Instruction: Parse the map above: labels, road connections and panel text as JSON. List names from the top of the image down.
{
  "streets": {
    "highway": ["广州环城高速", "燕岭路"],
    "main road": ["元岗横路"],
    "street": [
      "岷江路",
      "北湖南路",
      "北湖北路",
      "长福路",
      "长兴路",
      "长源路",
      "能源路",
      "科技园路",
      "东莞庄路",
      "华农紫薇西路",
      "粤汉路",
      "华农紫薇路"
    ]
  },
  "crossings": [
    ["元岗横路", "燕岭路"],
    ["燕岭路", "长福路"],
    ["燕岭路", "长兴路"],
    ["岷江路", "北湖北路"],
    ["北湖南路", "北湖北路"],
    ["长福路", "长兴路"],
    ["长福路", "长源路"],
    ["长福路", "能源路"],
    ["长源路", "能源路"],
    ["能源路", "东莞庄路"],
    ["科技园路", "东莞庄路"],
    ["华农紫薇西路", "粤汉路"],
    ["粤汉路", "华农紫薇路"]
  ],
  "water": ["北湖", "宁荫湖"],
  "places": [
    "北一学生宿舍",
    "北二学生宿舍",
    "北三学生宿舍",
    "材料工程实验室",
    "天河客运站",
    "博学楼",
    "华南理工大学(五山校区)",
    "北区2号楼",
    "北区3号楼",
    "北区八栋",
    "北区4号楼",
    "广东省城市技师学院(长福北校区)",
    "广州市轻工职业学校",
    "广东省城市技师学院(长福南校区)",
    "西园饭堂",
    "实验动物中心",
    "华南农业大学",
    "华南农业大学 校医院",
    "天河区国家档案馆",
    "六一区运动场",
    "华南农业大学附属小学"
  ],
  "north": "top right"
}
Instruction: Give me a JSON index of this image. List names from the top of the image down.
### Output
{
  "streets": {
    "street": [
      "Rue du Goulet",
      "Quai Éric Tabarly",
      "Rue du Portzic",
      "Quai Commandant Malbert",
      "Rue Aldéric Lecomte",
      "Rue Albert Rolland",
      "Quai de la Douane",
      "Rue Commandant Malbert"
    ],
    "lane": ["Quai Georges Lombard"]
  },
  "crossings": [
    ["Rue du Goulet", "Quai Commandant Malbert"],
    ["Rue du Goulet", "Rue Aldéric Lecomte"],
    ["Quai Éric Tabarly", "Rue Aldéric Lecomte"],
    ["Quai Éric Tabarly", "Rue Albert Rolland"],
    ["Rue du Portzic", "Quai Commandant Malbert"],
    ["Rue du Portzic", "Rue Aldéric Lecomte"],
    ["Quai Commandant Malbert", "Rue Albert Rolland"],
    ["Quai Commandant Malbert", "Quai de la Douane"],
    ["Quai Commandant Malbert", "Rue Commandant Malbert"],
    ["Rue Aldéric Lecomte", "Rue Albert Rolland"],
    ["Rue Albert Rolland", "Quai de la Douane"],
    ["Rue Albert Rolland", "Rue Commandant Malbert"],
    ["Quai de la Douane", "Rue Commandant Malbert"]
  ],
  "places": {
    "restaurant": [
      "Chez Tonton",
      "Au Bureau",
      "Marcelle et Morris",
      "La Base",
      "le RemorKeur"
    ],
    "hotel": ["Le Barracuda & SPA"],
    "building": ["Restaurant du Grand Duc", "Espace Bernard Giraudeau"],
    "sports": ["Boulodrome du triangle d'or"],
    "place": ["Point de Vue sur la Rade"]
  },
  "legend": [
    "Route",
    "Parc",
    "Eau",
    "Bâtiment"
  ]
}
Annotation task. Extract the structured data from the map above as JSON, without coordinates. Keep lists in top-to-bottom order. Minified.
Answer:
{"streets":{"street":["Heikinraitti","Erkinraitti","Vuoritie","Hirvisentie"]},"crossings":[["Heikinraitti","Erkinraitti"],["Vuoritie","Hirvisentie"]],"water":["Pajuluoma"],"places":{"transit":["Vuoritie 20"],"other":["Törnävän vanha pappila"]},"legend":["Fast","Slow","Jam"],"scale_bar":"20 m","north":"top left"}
◆ ◆ ◆ ◆ ◆
Your task is to reproduce all the records above exactly as they appear.

Instruction: Parse the map above: labels, road connections and panel text as JSON. List names from the top of the image down.
{
  "streets": {
    "highway": ["广州环城高速", "燕岭路"],
    "main road": ["元岗横路"],
    "street": [
      "岷江路",
      "北湖南路",
      "北湖北路",
      "长福路",
      "长兴路",
      "长源路",
      "能源路",
      "科技园路",
      "东莞庄路",
      "华农紫薇西路",
      "粤汉路",
      "华农紫薇路"
    ]
  },
  "crossings": [
    ["元岗横路", "燕岭路"],
    ["燕岭路", "长福路"],
    ["燕岭路", "长兴路"],
    ["岷江路", "北湖北路"],
    ["北湖南路", "北湖北路"],
    ["长福路", "长兴路"],
    ["长福路", "长源路"],
    ["长福路", "能源路"],
    ["长源路", "能源路"],
    ["能源路", "东莞庄路"],
    ["科技园路", "东莞庄路"],
    ["华农紫薇西路", "粤汉路"],
    ["粤汉路", "华农紫薇路"]
  ],
  "water": ["北湖", "宁荫湖"],
  "places": [
    "北一学生宿舍",
    "北二学生宿舍",
    "北三学生宿舍",
    "材料工程实验室",
    "天河客运站",
    "博学楼",
    "华南理工大学(五山校区)",
    "北区2号楼",
    "北区3号楼",
    "北区八栋",
    "北区4号楼",
    "广东省城市技师学院(长福北校区)",
    "广州市轻工职业学校",
    "广东省城市技师学院(长福南校区)",
    "西园饭堂",
    "实验动物中心",
    "华南农业大学",
    "华南农业大学 校医院",
    "天河区国家档案馆",
    "六一区运动场",
    "华南农业大学附属小学"
  ],
  "north": "top right"
}
Instruction: Give me a JSON index of this image. List names from the top of the image down.
### Output
{
  "streets": {
    "street": [
      "Rue du Goulet",
      "Quai Éric Tabarly",
      "Rue du Portzic",
      "Quai Commandant Malbert",
      "Rue Aldéric Lecomte",
      "Rue Albert Rolland",
      "Quai de la Douane",
      "Rue Commandant Malbert"
    ],
    "lane": ["Quai Georges Lombard"]
  },
  "crossings": [
    ["Rue du Goulet", "Quai Commandant Malbert"],
    ["Rue du Goulet", "Rue Aldéric Lecomte"],
    ["Quai Éric Tabarly", "Rue Aldéric Lecomte"],
    ["Quai Éric Tabarly", "Rue Albert Rolland"],
    ["Rue du Portzic", "Quai Commandant Malbert"],
    ["Rue du Portzic", "Rue Aldéric Lecomte"],
    ["Quai Commandant Malbert", "Rue Albert Rolland"],
    ["Quai Commandant Malbert", "Quai de la Douane"],
    ["Quai Commandant Malbert", "Rue Commandant Malbert"],
    ["Rue Aldéric Lecomte", "Rue Albert Rolland"],
    ["Rue Albert Rolland", "Quai de la Douane"],
    ["Rue Albert Rolland", "Rue Commandant Malbert"],
    ["Quai de la Douane", "Rue Commandant Malbert"]
  ],
  "places": {
    "restaurant": [
      "Chez Tonton",
      "Au Bureau",
      "Marcelle et Morris",
      "La Base",
      "le RemorKeur"
    ],
    "hotel": ["Le Barracuda & SPA"],
    "building": ["Restaurant du Grand Duc", "Espace Bernard Giraudeau"],
    "sports": ["Boulodrome du triangle d'or"],
    "place": ["Point de Vue sur la Rade"]
  },
  "legend": [
    "Route",
    "Parc",
    "Eau",
    "Bâtiment"
  ]
}
Annotation task. Extract the structured data from the map above as JSON, without coordinates. Keep lists in top-to-bottom order. Minified.
Answer:
{"streets":{"street":["Heikinraitti","Erkinraitti","Vuoritie","Hirvisentie"]},"crossings":[["Heikinraitti","Erkinraitti"],["Vuoritie","Hirvisentie"]],"water":["Pajuluoma"],"places":{"transit":["Vuoritie 20"],"other":["Törnävän vanha pappila"]},"legend":["Fast","Slow","Jam"],"scale_bar":"20 m","north":"top left"}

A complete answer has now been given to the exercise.